THE TIMES’s front-page Bank Holiday Monday splash was huge: “A white Christian child was taken from her family and forced to live with niqab-wearing foster carer in a home where she was allegedly encouraged to learn Arabic.
”The five-year-old girl, a native English speaker, has spent the past six months in the care of two Muslim households in London. The foster placements were made, against the wishes of the girl’s family, by the scandal-ridden borough of Tower Hamlets.”
The thing that gave this report credibility was that the author was Andrew Norfolk, the man who first cracked the Rotherham child-abuse scandal.
I think what gave it legs, though, was the immediate, visceral response among many white readers that something here was terribly wrong. It was practically a restaging of the legend of little St Hugh of Lincoln in modern dress.
That is simple tribalism: we don’t want Our children looked after by Them. As such, it appears to be a universal phenomenon: what unites the human race is that we’re all divided by the same impulses. But it does make it incredibly difficult to report these things responsibly.

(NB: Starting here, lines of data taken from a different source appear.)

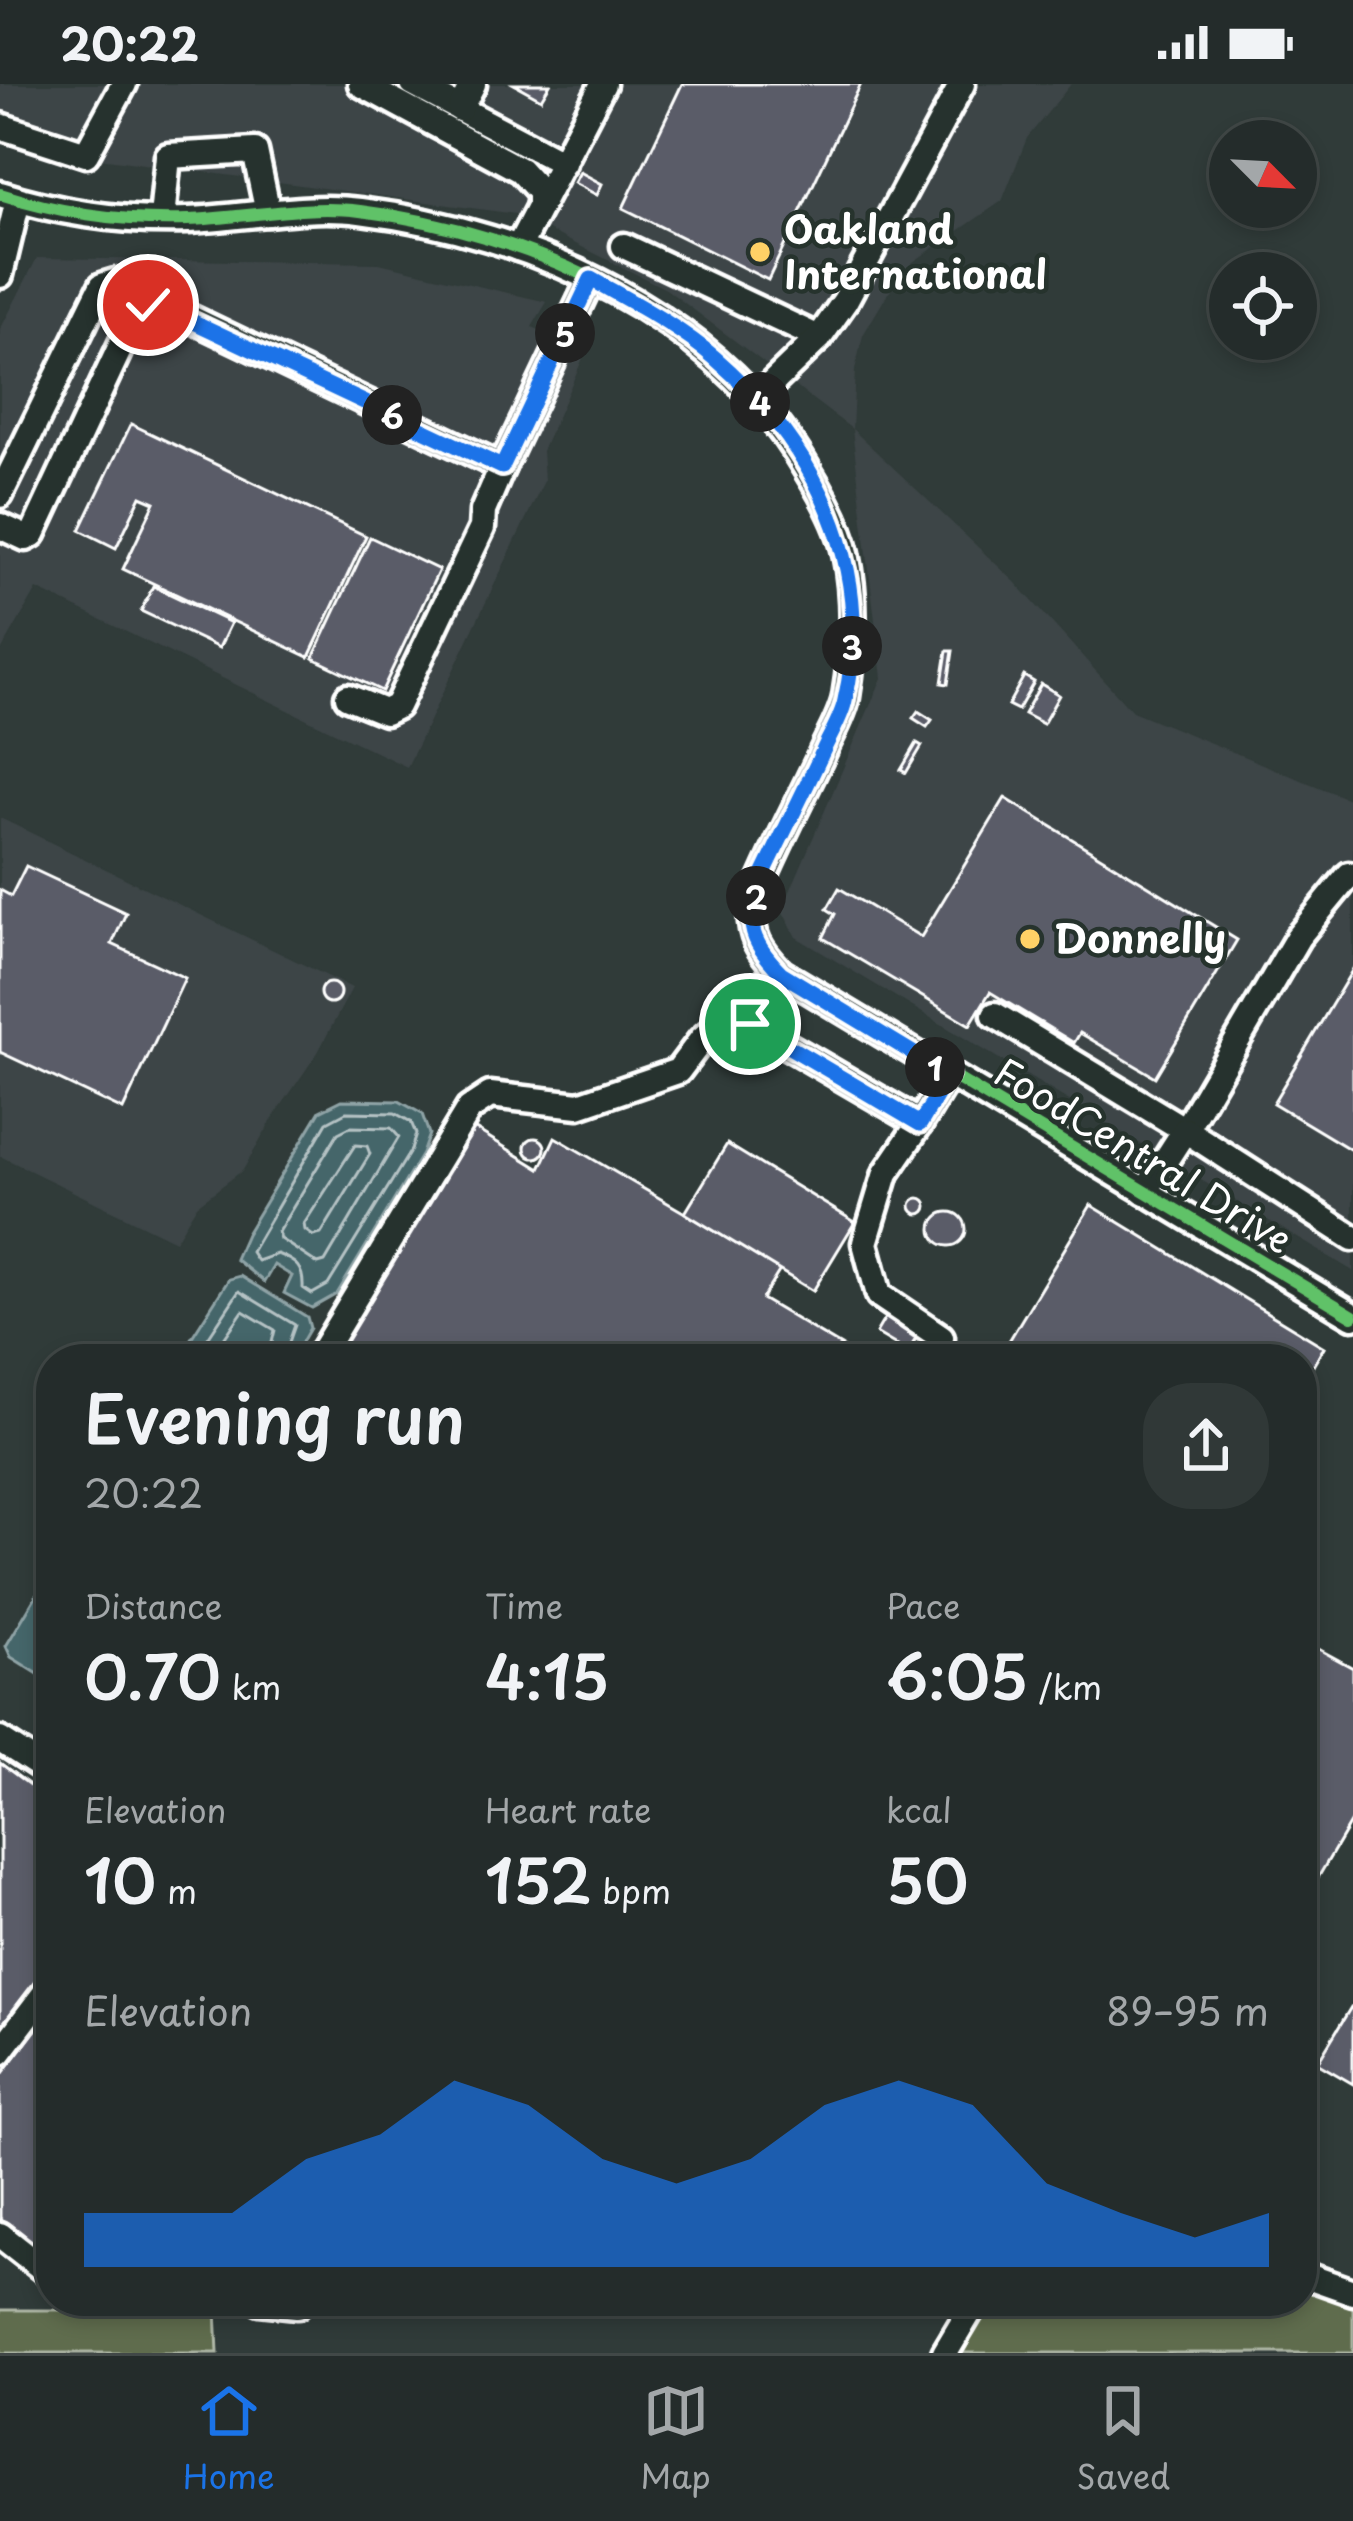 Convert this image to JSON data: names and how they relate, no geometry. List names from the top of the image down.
{
  "streets": {
    "street": ["FoodCentral Drive"]
  },
  "places": ["Oakland International", "Donnelly"],
  "north": "bottom right",
  "page": {
    "status": "20:22",
    "pins": [
      "5",
      "4",
      "6",
      "3",
      "2",
      "1"
    ],
    "heading": ["Evening run", "20:22"],
    "stats": [
      ["Distance", "0.70 km"],
      ["Time", "4:15"],
      ["Pace", "6:05 /km"],
      ["Elevation", "10 m"],
      ["Heart rate", "152 bpm"],
      ["kcal", "50"]
    ],
    "chart": ["Elevation", "89–95 m"],
    "tabs": ["Home", "Map", "Saved"]
  }
}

In all of these stories, it is axiomatic that we don’t know all the facts, and we certainly haven’t had both sides of this story. The details supplied are upsetting, and some, at least, are sourced to “a social worker’s report” rather than to the blood family: “In confidential local authority reports seen by The Times, a social-services supervisor describes the child sobbing and begging not to be returned to the foster carer’s home because ‘they don’t speak English’.
“The reports state that the supervisor heard the girl, who at times was ‘very distressed’, claiming that the foster carer removed her necklace, which had a Christian cross, and also suggested that she should learn Arabic.

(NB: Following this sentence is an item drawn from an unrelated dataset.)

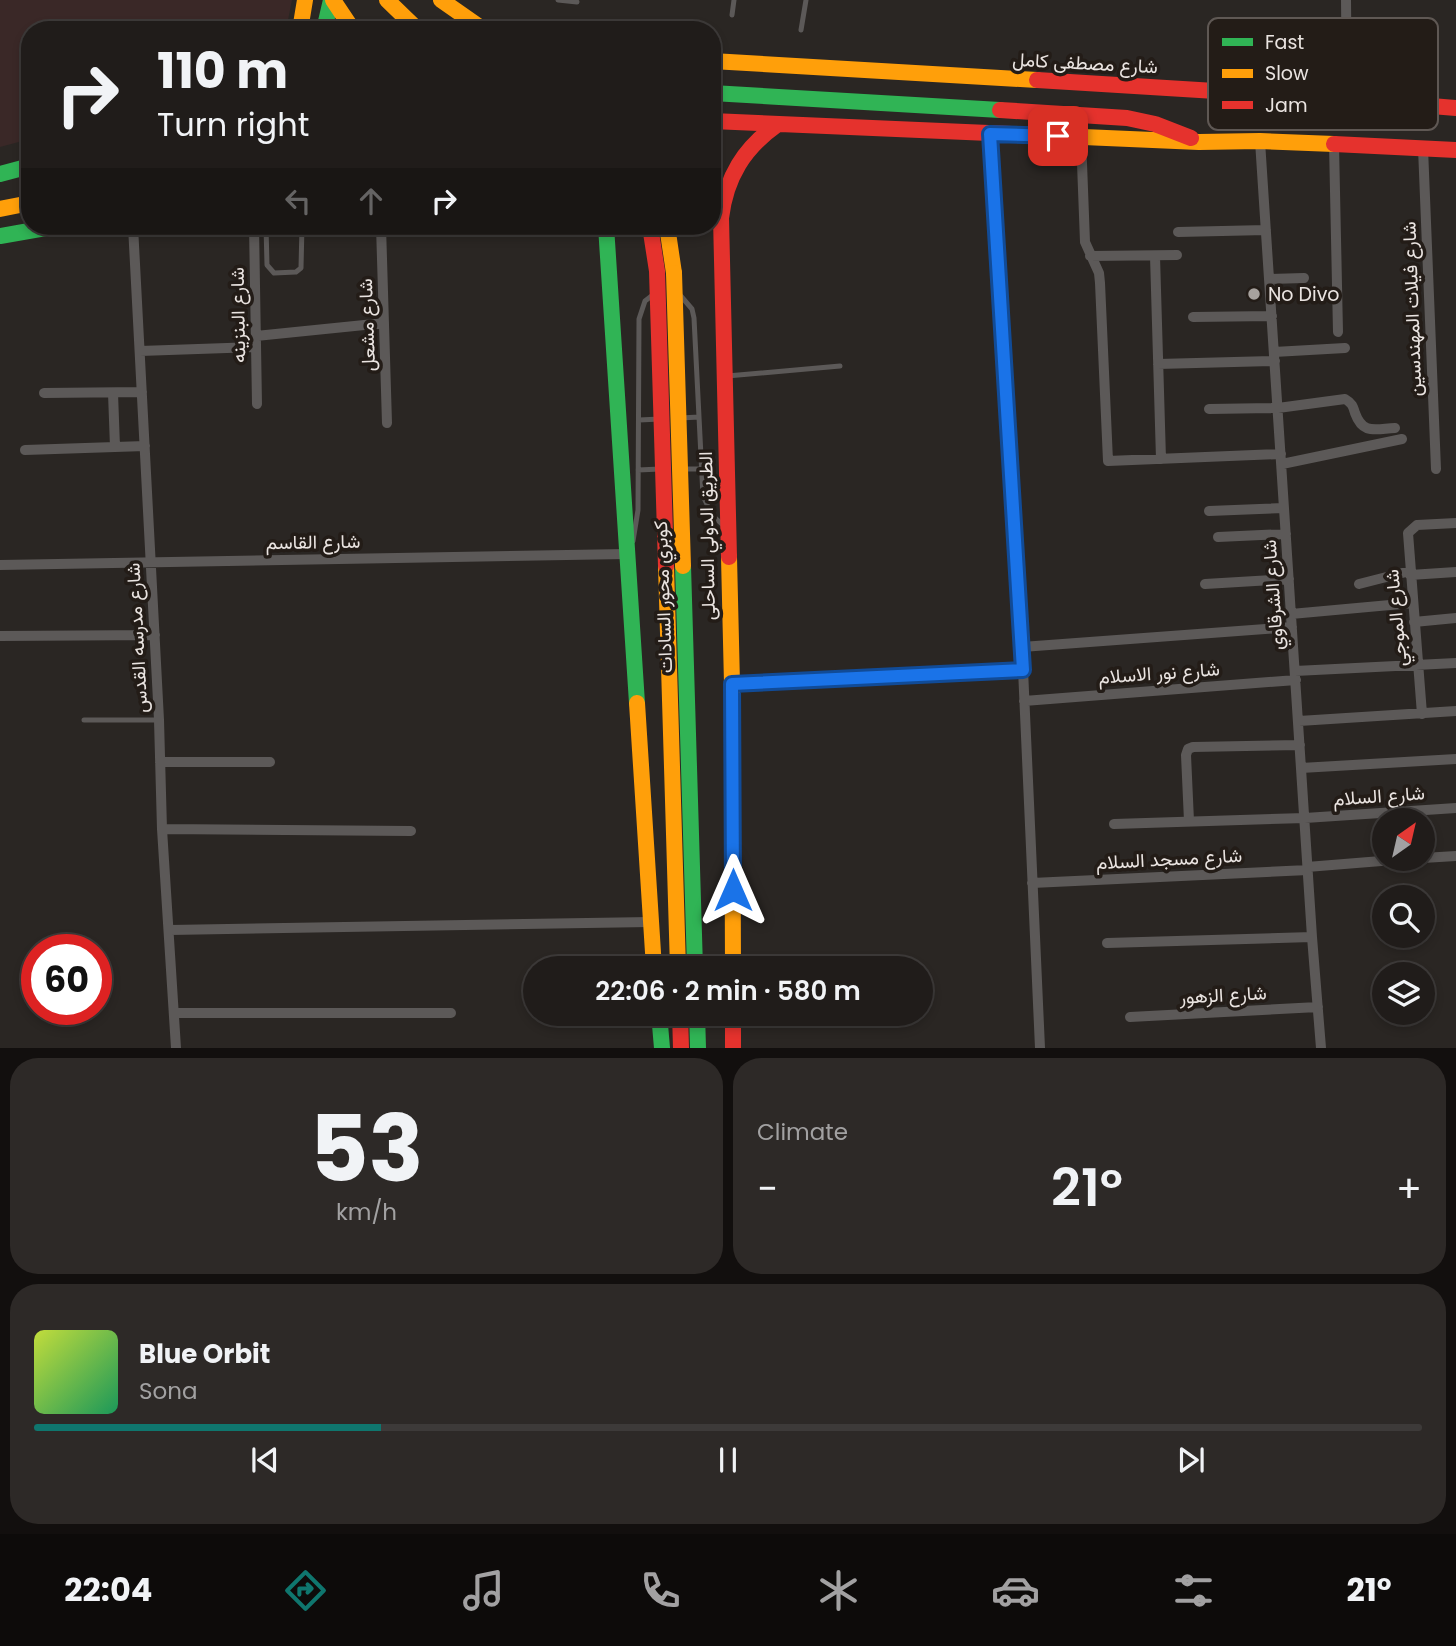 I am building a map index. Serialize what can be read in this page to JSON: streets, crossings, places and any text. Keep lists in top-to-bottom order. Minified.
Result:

“More recently, the girl is said to have told her mother that ‘Christmas and Easter are stupid’, and that ‘European women are stupid and alcoholic.’”
Note the shift here between the sourced reports: the supervisor heard the girl saying “They don’t speak English,” something that is most unlikely to be literally true — in later iterations of the story it emerged that the foster parents spoke to her — and the source for those last allegations: “is said”.

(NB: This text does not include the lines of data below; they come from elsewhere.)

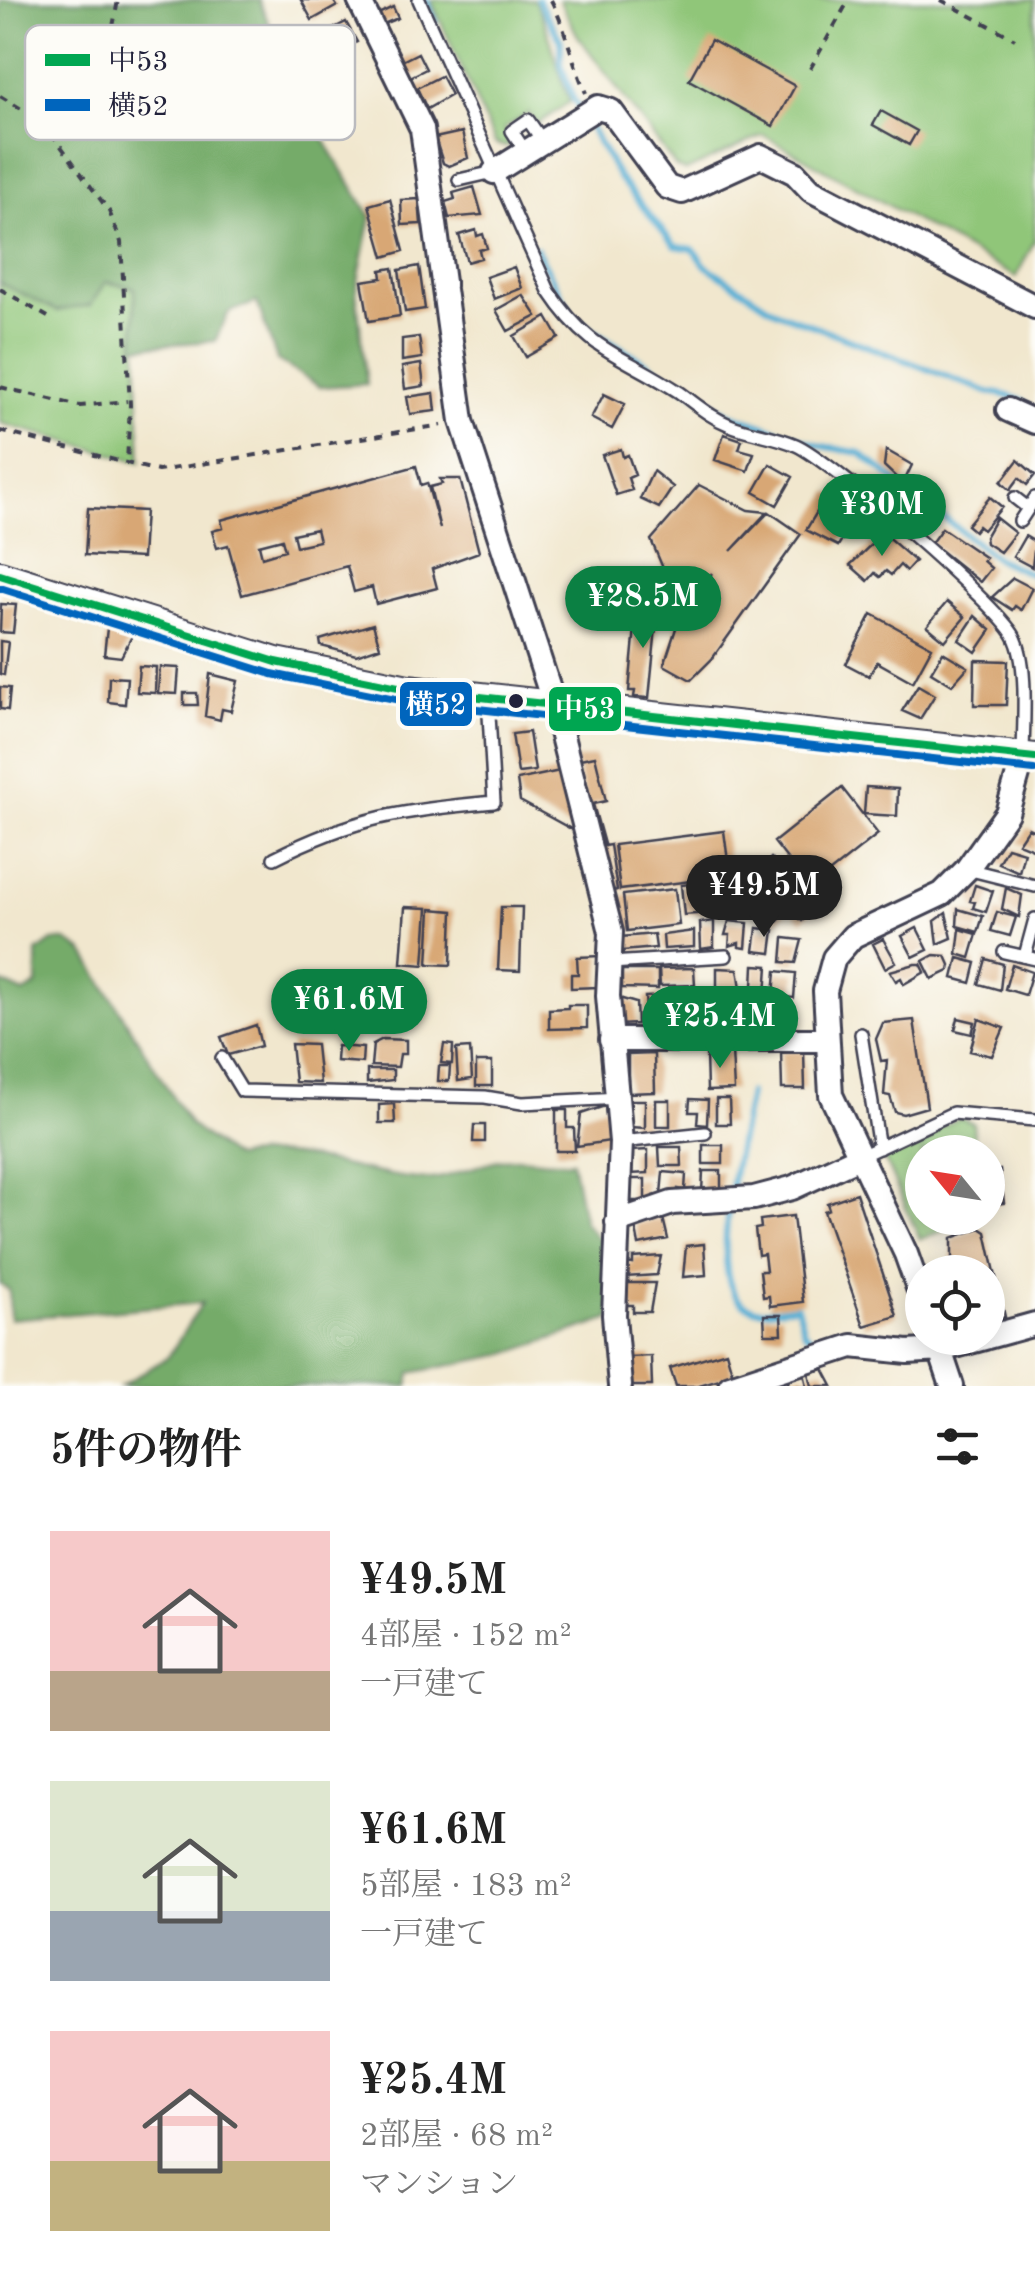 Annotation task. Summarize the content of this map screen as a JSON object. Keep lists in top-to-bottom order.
{
  "lines": ["transit line 中53", "transit line 横52"],
  "legend": ["中53", "横52"],
  "north": "top left",
  "page": {
    "price": [
      "¥30M",
      "¥28.5M",
      "¥49.5M",
      "¥61.6M",
      "¥25.4M"
    ],
    "heading": "5件の物件",
    "list": [
      {
        "name": "¥49.5M",
        "note": "4部屋 · 152 m² · 一戸建て"
      },
      {
        "name": "¥61.6M",
        "note": "5部屋 · 183 m² · 一戸建て"
      },
      {
        "name": "¥25.4M",
        "note": "2部屋 · 68 m² · マンション"
      }
    ]
  }
}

By whom is not revealed, although it is reasonable to suspect that it is some of her relatives.
Much of the story, then, is based on second-hand reports of what a five-year-old girl from what must be a very disturbed background may have said. That’s not any guarantee of literal truth.
Although the circumstances are very different, I was reminded of a Washington Post story from last week, of a wholly innocent couple released after serving 11 years in prison on charges of satanic ritual abuse at a day-care centre they ran, for which, of course, there was no credible evidence at all: just the reports of four- and five-year-old children questioned under stressful circumstances.
OTHER notable features of the story included the relatives’ way of establishing the child’s white English nature: “This is a five-year-old white girl. She was born in this country, speaks English as her first language, loves football, holds a British passport and was christened in a church” — in that order. (If any churchperson who has had contact with the case would like to get in touch with me, feel free.)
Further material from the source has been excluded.